While results were not as promising as anticipated, the MAE is now down to ~2.8

In [None]:
X_test["preds"] = preds
X_test["true"] = y_test
X_test["error"] = abs(X_test["true"]-X_test["preds"])

In [None]:
ax = X_test.plot(kind="scatter", x="preds",y="true",title="XGB True vs. Pred. Values (size = error size)",
                  s=np.array(X_test.error), figsize=(10,10),c="error",colormap="viridis",
                  colorbar=False,alpha=.5)
ax.plot([-100, 100], [-100, 100], color='black',linewidth=1)
ax.plot([-100, 100], [0, 0], color='black', linestyle="--", linewidth=1)

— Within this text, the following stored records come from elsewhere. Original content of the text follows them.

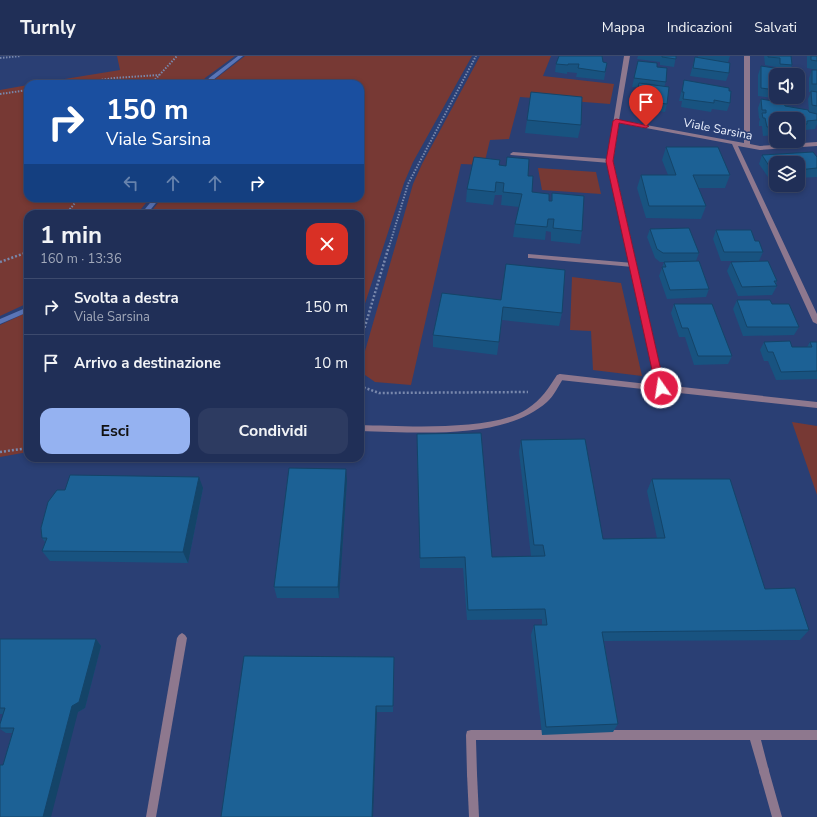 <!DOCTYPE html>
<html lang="it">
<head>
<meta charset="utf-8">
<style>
	body { margin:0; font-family:"Nunito Sans",sans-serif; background:#2d3b61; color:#f1f3f6; height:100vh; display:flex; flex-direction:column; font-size:15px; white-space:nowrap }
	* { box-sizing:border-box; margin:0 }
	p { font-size:13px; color:#a2a9ba }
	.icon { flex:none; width:22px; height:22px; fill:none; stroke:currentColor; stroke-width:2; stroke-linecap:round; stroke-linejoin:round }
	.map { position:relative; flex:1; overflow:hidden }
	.drawer { position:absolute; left:24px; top:154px; width:340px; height:252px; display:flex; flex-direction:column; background:#202f57; border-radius:12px; box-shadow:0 2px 6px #0003,0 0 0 1px #3d4a6d }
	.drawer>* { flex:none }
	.top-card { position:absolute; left:24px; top:24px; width:340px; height:122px; border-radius:12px; box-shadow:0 2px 6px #0003,0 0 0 1px #3d4a6d; background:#1a4fa0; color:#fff; overflow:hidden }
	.fabs { position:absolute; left:769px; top:12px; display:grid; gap:8px }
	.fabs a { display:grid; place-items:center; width:36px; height:36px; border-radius:8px; background:#202f57; box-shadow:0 2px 6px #0003,0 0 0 1px #3d4a6d; font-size:20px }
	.pin { position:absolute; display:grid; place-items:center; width:34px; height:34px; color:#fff; margin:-41px -17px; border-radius:50% 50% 50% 0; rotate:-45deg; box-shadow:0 0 4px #0007 }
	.pin .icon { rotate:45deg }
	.me { position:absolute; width:44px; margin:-22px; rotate:347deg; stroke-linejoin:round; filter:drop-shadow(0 0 3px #0008) }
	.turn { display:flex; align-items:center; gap:14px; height:84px; padding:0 16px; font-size:18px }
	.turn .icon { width:52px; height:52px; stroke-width:2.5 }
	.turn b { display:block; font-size:28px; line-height:34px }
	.lanes { display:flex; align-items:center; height:38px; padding:0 16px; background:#0003; justify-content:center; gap:20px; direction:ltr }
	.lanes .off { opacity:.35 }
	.round { display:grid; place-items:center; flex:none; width:42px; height:42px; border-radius:12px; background:#2d3b61 }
	.overview { display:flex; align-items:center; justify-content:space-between; height:68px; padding:0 16px }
	h1 { font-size:24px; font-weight:700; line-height:30px }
	.button { display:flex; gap:8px; margin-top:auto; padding:8px 16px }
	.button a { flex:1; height:46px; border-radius:12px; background:#95b2f1; color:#111; font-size:16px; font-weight:700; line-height:46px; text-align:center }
	.button a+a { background:#2d3b61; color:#f1f3f6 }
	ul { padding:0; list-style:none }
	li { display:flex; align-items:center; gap:12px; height:56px; padding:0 16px; border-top:1px solid #3d4a6d }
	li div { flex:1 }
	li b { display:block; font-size:15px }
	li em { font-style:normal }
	header { display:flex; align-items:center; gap:24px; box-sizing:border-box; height:56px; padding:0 20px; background:#202f57; border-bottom:1px solid #3d4a6d }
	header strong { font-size:19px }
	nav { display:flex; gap:22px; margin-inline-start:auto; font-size:14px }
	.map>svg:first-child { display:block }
	.green { fill:#773934 }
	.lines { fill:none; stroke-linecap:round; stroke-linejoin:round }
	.stream { fill:#5a75b7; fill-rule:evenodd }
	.path-far1 { stroke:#7988ac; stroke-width:2; stroke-dasharray:1.5 1.5; stroke-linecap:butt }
	.path { stroke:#7988ac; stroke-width:2.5; stroke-dasharray:2 2; stroke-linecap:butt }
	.service { fill:#8e788e; fill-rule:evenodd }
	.minor { fill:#8e788e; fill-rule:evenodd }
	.wall { fill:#185380 }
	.shaded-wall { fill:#144468 }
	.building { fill:#1c6195; stroke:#144468 }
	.route { fill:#e11d48; stroke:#92132f }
	.labels { text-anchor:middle; stroke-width:3.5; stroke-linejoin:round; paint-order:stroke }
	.far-street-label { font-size:12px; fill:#ebf1fe; stroke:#2a3f74 }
</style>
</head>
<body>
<header>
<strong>Turnly</strong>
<nav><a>Mappa</a><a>Indicazioni</a><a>Salvati</a></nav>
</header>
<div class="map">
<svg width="817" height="761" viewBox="0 0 817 761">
	<rect width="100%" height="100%" fill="#2a3f74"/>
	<g class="green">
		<path d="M117,0H235L205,22L202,28H34L120,14Z"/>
		<path d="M245,0H472L413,106L404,127L360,263V158H149L162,142H360V28H212L214,24Z"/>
		<path d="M480,0H551L543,20L614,28L610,48L520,41L509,83L490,84L484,109L461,108L411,329L375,326L365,319L361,309L413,128L422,108Z"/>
		<path d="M28,29V142H150L137,158H28V247L0,260V34Z"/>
		<path d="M538,112L596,116L601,138L542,134Z"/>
		<path d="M572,221L621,227L642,320L593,314L591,275L570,274Z"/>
		<path d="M28,256V396L0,401V269Z"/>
		<path d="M792,366L817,370V439Z"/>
	</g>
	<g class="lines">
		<g class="stream">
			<path d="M238,0H243L213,24L210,28H206L209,22Z"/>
			<path d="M154,142H160L147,158H141Z"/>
			<path d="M28,251V256L0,268V263Z"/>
		</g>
		<g class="path-far1">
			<path d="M0,2L21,0"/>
			<path d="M72,28L114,22L159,19"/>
			<path d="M151,28L177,0"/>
			<path d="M0,38L28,34"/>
			<path d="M66,158L79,142"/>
			<path d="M389,191L408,128L476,0"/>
		</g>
		<g class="path">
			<path d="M0,206L28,196"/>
			<path d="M360,287L389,190"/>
			<path d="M360,330L379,337L528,336"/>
			<path d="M0,396L28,392"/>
		</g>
		<g class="service">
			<path d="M513,96L610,103L613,105L610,107L511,99L510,98Z"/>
			<path d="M528,198L633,207L636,209L633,211L530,202H528Z"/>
			<path d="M560,318L564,321C559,329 554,340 547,346C503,385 415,376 360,375V369C402,370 492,376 527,353C542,343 548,333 557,319Z"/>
			<path d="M182,577L185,579L187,582L156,761H146L177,582L179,579Z"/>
			<path d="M471,674H817V684H761L769,715L768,719L764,720L760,719L759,715L750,684H476L477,718L476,722L472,723L468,722L467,718L466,679L467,675Z"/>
		</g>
		<g class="minor">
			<path d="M624,0H630L619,64L744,87V0H750V88L760,90L817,86V90L760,94L738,90L817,258V268L813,266L732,88L619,67L613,105L664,329L817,346V352L560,324L556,321L560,318L656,329L607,105Z"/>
			<path d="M764,710L768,711L769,715L782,761H772L759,715L760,711Z"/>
			<path d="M472,713L476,714L477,718L479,761H469L467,718L468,714Z"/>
		</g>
	</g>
	<g class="wall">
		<path d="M638,0H676L674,11L660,9V6L637,3Z"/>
		<path d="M698,0H730L728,6L729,17L726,25L690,20L695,1L698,2Z"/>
		<path d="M764,0H791L792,9L789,17L776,19V41H788L787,44L758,40V19L761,10L777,12L776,11L765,9Z"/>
		<path d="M807,0H817V14L807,12Z"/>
		<path d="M638,5L657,11L666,26L664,31L667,48L665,56L634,52L638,31H632Z"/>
		<path d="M603,6L607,7L604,24L576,21L577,17L567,16V18L555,16L556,8Z"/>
		<path d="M812,14H817V68L815,73L805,74L804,76L798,77V63H776V79L763,80L762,70H759V66L760,63L759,62L758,52L761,43L809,55L808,43L811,36H809V22Z"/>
		<path d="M684,24L729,35L730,47L727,55L712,53L711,56L681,51L682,45H679L682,32Z"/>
		<path d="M527,64L581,69L578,82L525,77Z"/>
		<path d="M666,91L730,119L725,132H698L706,150L701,163L646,162L637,132L641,119H668L662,104Z"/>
		<path d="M762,99L817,101V121L798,122V107H776V124H770L759,108Z"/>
		<path d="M500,109L528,120L532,136L549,145H551L552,137L582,175L580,188L551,185V176L546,175L545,184L513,181L515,168L519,151L501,149L502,139H495L493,149L466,146L467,133Z"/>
		<path d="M650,173L699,197L696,205L709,233L706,241L667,243L659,220L664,206H660L655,202L647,181Z"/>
		<path d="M716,174L755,185L763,196L759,205H721L713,183Z"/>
		<path d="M731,206L777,225L776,228L777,230L772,239L738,240L727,215Z"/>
		<path d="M442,237L562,257L559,270L502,264L497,299L433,291V279Z"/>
		<path d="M737,244L772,248L799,271L794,279L743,280L733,253Z"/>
		<path d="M674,248L732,300L728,308L694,309L685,281H679L671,257Z"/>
		<path d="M764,286L792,291H807L810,286H817V323L776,324L768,305H764L760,294Z"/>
		<path d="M417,378L492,501L540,500H531L519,396L521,384L603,483L657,482L647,435L652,423L765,533L809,574L800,584L604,585L618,668L613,676L542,679L531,579L534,569H542V563L467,564L463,512H420Z"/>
		<path d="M347,424L339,542H277L274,531Z"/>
		<path d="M203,432L188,507L50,505L42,495L45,486L42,482Z"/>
		<path d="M0,583H96L101,590L85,652L78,656L3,709L12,677H6L0,673V668L3,658H0Z"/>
		<path d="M394,607L393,656H377L221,761Z"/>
	</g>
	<g class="shaded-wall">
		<path d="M346,413L347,424L339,542L338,531Z"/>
		<path d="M199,421L203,432L188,507L183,496Z"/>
		<path d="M96,583L101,590L85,652L78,656L51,761H43L72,650Z"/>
		<path d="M376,650L377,656L373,761H372Z"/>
	</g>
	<g class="building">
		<path d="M559,0H602L603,6L607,7L605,16L578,12L579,8H568V9L556,8Z"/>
		<path d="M662,0H676V3L662,1Z"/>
		<path d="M768,0H791L792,9L780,8V2L768,1Z"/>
		<path d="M811,0H817V5L811,4Z"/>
		<path d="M695,1L730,7L729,17L693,12Z"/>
		<path d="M638,5L657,7V11L667,12L666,26L634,22Z"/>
		<path d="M761,10L788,14L789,19H776V34L761,32Z"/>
		<rect x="812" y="14" width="5" height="14"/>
		<path d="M684,24L729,32V35H731L730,47L714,44V47L683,43L684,36H682Z"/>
		<path d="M639,27L669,31L667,48L636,44Z"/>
		<path d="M811,35L817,36V50L812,49Z"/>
		<path d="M531,36L582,41L581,69L527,64Z"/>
		<path d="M761,43L784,47L785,50L808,54L809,56L817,58V64L807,65V68L798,69V63H776V71H767L765,62H763L762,57H766V54H762Z"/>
		<path d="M666,91H718L730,119H693L706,150H649L641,119H676Z"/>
		<path d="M813,96L817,101V112L798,114V107H776V115L773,116L762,99Z"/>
		<path d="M474,101L500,104L499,109L506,110L507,101L529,103L528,120H533L532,136L549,138V145H552V137L584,140L582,175L553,172L554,163H548L547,171L515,168L522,138L503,136L504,127L496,126L495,136L467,133Z"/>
		<path d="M689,172L699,197H663L657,193L650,173Z"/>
		<path d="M716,174H751L755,185H759L763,196H724Z"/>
		<path d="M699,205L709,233L670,234L662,211H666L664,206Z"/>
		<path d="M768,205L777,225H774L777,230L742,231L731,206Z"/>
		<path d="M506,208L565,214L562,257L503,251L499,286L433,279L442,237L501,244Z"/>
		<path d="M737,244H770L772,248H789L799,271H747Z"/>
		<path d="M674,248H712L732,300H698L688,272H682Z"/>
		<path d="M790,285L792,291H812L810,286H817V315L781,316L773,296H768L764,286Z"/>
		<path d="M481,377L492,501L545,500L543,489H534L521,384L585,383L603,483L665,482L652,423H730L765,533L795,532L809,574L602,576L618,668L546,671L534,569H547L545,553L468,554L465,501L420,502L417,378Z"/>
		<path d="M289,412L346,413L338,531H274Z"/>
		<path d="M70,419L199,421L183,496L42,495L47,482H42L41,472L48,446L57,434H65Z"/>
		<path d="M0,583H96L79,646L72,650L43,761H0V709H3L14,672H0V668L5,652H0Z"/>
		<path d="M244,600L394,601L393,650H376L372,761H221Z"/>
	</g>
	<path class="route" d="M616,63L649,70L646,72L619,67L613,105L665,332L661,335L656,332L606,105L613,65Z"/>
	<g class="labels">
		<g class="far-street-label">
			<text transform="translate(718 73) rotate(11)" y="4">Viale Sarsina</text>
		</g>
	</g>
</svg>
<div class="fabs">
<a><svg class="icon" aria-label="sound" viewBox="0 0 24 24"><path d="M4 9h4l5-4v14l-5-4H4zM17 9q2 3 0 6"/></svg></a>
<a><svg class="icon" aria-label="search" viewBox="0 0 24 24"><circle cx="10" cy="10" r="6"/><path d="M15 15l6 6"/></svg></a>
<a><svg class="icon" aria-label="layers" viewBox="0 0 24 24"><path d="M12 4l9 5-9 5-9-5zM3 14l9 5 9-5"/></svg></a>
</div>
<div class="pin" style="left:646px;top:70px;background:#d93025"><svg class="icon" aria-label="arrive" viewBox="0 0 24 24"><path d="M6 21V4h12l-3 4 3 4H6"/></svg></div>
<svg class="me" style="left:661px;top:332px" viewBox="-20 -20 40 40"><circle r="17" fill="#e11d48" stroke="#fff" stroke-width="3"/><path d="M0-11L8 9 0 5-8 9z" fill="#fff"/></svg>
<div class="top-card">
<div class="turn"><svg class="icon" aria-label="right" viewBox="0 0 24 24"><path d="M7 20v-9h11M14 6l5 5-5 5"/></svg><div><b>150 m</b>Viale Sarsina</div></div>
<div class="lanes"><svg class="icon off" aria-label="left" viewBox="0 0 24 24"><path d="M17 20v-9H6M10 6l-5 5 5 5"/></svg><svg class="icon off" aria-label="ahead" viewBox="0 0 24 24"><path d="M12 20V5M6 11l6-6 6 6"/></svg><svg class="icon off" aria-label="ahead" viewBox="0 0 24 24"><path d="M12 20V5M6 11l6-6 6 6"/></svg><svg class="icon" aria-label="right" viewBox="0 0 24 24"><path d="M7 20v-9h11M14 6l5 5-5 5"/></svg></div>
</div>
<section class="drawer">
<div class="overview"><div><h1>1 min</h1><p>160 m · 13:36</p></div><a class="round" style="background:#d93025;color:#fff"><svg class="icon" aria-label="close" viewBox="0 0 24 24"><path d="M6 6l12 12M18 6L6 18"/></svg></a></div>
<ul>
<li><svg class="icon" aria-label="right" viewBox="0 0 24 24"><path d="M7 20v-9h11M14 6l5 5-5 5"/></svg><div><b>Svolta a destra</b><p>Viale Sarsina</p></div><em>150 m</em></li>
<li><svg class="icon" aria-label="arrive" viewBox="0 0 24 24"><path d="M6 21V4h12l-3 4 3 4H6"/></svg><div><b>Arrivo a destinazione</b></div><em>10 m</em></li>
</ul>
<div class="button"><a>Esci</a><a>Condividi</a></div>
</section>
</div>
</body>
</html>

Compared to the Lasso benchmark, the negative values now have a more even error spread and seem to have improved. The batch between 0 and 10 we predict to be around 15-25 is still as present as before. The record outliers also appear to be the same, pointing towards a more substantial problem withing the events causing these prices. To solve these errors we either need to get back to the data and improve our features or now find an appropriate framework that can find the pattern XGB is so far missing.